DIRECTIONS:
Across all the entries below, count each line that holds "green" and report the figure only.

DATA TO EXAMINE:
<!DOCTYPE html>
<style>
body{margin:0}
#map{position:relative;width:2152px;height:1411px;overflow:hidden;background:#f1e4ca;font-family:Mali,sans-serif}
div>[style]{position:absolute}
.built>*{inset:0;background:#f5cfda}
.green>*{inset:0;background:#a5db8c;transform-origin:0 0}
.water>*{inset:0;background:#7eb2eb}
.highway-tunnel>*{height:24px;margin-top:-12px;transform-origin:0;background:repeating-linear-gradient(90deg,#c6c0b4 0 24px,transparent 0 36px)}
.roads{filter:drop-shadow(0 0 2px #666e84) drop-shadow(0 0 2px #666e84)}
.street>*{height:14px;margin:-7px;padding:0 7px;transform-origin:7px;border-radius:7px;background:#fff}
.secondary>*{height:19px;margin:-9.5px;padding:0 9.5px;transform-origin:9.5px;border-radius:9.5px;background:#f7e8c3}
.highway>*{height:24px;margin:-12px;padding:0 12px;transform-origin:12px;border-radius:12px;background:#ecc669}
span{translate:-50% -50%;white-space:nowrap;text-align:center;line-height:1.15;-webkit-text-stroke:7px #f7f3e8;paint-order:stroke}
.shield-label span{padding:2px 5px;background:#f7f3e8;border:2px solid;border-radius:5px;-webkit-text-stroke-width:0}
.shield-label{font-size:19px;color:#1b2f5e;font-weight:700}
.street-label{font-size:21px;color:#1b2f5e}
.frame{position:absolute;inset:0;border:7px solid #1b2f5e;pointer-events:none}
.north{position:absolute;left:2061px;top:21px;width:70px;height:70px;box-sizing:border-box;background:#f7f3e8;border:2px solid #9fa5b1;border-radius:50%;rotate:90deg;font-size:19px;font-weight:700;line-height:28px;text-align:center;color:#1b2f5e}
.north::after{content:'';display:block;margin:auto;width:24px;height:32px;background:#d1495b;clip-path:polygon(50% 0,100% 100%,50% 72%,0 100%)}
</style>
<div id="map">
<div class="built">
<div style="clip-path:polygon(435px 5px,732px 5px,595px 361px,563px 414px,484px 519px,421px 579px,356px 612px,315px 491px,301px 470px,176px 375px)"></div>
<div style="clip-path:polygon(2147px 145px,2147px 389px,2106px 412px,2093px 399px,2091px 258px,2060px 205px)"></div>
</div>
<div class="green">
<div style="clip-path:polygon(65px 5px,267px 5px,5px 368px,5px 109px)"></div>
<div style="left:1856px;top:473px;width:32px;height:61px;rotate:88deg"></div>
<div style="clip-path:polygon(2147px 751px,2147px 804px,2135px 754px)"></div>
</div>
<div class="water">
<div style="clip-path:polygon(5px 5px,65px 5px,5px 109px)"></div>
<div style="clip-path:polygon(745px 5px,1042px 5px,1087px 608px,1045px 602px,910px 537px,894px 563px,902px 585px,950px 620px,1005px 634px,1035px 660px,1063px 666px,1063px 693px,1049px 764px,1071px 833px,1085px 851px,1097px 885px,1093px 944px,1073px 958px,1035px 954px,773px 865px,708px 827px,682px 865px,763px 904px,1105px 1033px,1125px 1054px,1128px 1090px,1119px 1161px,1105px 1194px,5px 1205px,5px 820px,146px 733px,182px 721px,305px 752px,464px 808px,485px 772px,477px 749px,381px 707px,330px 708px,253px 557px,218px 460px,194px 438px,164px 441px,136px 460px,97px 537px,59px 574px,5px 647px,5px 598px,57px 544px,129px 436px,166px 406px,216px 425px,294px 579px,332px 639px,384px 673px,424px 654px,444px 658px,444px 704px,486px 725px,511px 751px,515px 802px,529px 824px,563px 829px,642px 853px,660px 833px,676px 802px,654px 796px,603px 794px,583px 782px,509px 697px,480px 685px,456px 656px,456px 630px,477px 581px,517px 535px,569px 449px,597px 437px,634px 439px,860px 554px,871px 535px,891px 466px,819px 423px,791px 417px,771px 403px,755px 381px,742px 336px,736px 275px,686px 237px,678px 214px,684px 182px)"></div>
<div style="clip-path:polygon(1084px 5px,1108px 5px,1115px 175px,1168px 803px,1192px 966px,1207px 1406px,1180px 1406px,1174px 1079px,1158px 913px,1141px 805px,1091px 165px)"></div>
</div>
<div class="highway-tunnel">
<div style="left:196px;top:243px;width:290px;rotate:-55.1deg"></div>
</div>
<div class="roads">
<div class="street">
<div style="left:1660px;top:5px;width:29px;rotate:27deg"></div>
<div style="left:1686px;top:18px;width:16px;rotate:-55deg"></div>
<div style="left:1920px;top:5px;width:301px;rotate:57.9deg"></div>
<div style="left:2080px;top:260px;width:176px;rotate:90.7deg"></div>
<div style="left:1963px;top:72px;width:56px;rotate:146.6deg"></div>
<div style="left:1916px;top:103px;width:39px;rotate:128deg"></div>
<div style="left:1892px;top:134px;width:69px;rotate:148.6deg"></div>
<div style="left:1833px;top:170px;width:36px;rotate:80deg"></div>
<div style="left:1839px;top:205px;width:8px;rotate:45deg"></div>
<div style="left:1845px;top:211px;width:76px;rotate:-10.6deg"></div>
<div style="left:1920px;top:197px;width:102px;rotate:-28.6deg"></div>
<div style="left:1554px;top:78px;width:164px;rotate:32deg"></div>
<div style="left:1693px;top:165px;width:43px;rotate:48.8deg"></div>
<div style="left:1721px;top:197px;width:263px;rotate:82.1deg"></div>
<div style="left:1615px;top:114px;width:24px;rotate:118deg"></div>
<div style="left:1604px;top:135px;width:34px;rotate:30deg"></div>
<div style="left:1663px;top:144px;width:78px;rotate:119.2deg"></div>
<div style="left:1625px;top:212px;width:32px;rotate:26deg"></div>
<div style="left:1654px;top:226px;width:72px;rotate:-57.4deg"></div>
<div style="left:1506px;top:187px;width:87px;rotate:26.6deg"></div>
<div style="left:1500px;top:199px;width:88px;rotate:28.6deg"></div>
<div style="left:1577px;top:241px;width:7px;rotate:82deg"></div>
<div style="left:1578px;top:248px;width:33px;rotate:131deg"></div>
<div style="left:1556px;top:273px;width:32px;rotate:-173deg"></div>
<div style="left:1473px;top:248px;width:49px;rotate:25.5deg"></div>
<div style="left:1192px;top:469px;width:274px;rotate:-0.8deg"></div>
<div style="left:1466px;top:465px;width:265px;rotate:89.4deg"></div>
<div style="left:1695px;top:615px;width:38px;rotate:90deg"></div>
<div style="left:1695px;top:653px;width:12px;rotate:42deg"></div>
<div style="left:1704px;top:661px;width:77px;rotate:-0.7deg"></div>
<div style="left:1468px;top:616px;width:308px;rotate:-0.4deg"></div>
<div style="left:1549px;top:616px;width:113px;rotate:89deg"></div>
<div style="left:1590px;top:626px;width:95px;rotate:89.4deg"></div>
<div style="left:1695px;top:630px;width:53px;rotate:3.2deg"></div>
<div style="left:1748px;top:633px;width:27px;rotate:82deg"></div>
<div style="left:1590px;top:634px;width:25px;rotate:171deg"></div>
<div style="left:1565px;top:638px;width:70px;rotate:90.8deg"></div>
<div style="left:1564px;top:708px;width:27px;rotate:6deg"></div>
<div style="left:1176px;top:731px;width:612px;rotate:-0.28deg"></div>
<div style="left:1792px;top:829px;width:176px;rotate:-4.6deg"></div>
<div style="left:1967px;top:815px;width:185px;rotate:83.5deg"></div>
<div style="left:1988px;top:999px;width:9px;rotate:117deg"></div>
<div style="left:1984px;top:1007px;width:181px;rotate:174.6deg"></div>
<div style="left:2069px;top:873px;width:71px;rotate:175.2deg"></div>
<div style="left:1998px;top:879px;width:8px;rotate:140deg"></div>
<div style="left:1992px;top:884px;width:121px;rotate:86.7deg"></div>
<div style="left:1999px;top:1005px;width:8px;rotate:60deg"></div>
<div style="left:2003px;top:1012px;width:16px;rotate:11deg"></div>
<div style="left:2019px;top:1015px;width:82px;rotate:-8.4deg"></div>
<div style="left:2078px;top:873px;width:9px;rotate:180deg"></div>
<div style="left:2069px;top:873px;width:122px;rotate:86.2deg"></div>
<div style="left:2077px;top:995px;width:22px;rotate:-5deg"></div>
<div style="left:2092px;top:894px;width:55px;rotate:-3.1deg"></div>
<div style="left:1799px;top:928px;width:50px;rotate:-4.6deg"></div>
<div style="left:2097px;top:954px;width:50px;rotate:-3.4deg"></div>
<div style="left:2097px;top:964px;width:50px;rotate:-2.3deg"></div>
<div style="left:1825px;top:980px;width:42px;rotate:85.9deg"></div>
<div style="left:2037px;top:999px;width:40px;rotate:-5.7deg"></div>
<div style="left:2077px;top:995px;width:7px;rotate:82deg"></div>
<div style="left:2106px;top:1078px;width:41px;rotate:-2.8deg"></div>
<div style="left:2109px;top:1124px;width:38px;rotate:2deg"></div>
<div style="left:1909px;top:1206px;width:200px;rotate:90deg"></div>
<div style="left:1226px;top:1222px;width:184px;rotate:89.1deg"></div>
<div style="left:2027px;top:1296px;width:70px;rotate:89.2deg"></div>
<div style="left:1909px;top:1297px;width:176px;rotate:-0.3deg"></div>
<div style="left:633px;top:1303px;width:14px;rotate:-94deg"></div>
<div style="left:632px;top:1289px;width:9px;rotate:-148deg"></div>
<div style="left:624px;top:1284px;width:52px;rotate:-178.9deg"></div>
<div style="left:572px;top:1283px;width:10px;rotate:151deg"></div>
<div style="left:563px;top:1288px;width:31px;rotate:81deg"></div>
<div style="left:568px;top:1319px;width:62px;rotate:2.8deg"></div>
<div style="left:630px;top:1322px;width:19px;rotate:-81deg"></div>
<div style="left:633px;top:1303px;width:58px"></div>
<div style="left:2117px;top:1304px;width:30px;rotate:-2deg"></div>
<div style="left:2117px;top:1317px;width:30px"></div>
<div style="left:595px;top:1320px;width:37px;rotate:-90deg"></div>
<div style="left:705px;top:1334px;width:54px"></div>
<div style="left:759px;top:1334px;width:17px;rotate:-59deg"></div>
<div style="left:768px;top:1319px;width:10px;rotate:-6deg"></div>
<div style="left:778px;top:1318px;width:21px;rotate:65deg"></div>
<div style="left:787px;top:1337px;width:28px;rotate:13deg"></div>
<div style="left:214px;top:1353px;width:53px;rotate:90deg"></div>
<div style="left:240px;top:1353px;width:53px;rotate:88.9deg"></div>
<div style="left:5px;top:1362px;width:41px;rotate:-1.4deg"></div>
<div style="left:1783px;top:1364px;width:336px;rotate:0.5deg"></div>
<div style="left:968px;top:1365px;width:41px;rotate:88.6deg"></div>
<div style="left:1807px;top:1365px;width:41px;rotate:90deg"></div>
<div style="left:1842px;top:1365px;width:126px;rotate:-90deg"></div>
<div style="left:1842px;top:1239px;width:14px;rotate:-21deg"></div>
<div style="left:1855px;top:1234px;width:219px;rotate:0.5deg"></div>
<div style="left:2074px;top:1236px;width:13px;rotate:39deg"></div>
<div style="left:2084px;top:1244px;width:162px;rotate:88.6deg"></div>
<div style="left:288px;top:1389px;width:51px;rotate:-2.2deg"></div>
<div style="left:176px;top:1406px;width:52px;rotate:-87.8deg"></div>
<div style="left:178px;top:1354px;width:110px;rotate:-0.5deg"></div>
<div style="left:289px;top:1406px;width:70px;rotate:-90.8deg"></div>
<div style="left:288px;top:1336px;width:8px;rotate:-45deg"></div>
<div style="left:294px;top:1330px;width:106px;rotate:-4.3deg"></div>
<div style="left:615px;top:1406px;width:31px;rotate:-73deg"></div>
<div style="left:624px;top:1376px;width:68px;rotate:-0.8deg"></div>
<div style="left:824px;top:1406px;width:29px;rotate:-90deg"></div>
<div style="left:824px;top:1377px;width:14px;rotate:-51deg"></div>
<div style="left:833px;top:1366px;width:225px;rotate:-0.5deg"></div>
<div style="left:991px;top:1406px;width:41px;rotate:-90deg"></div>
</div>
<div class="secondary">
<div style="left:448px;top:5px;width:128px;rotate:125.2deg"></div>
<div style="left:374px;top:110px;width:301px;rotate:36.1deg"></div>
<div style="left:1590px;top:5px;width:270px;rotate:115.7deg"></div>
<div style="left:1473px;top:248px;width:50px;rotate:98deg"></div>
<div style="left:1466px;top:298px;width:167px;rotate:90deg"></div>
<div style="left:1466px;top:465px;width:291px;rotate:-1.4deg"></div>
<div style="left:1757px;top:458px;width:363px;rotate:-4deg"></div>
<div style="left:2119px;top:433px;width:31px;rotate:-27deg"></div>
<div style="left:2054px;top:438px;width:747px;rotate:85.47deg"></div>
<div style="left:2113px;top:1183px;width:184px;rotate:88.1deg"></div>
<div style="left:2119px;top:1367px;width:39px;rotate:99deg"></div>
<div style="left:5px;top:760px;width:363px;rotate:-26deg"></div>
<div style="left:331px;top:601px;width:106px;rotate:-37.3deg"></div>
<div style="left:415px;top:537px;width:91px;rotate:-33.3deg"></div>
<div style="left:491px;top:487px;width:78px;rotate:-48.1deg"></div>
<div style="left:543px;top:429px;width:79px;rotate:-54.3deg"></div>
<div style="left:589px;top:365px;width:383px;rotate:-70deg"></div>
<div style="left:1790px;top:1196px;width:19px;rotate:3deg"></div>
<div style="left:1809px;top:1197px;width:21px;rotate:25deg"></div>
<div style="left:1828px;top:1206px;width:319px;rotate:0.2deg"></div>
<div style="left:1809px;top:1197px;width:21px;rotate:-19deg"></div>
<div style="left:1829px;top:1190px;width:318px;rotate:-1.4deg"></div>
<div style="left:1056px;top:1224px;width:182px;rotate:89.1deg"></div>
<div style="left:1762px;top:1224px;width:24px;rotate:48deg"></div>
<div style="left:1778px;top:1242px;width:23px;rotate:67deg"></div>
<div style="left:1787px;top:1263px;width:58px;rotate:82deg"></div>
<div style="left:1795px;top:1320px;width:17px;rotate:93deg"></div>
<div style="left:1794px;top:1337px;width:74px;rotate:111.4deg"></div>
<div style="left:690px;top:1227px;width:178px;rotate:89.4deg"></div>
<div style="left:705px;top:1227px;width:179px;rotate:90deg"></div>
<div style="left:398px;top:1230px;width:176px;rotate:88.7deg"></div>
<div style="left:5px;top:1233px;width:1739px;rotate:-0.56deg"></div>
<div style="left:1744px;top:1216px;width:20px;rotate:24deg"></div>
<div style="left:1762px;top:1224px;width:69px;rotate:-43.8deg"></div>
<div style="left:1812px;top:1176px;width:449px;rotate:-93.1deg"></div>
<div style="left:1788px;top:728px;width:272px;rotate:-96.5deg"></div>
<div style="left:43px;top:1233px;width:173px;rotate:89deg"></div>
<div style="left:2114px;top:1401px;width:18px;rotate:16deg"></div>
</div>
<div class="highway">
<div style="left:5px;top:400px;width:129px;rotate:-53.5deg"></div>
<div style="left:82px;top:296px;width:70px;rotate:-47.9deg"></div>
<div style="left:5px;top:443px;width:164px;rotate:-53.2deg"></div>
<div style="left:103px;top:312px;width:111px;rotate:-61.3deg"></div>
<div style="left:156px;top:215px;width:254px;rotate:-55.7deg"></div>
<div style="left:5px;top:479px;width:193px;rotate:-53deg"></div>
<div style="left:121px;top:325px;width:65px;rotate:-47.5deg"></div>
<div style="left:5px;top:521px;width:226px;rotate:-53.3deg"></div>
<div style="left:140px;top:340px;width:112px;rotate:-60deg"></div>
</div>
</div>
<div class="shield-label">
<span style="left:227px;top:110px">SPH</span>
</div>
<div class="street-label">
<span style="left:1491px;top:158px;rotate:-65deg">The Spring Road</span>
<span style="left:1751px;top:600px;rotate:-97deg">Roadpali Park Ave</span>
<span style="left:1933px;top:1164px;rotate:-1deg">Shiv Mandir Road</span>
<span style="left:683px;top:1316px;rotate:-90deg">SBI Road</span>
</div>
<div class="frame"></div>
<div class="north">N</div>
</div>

REPLY TO THE TASK:
2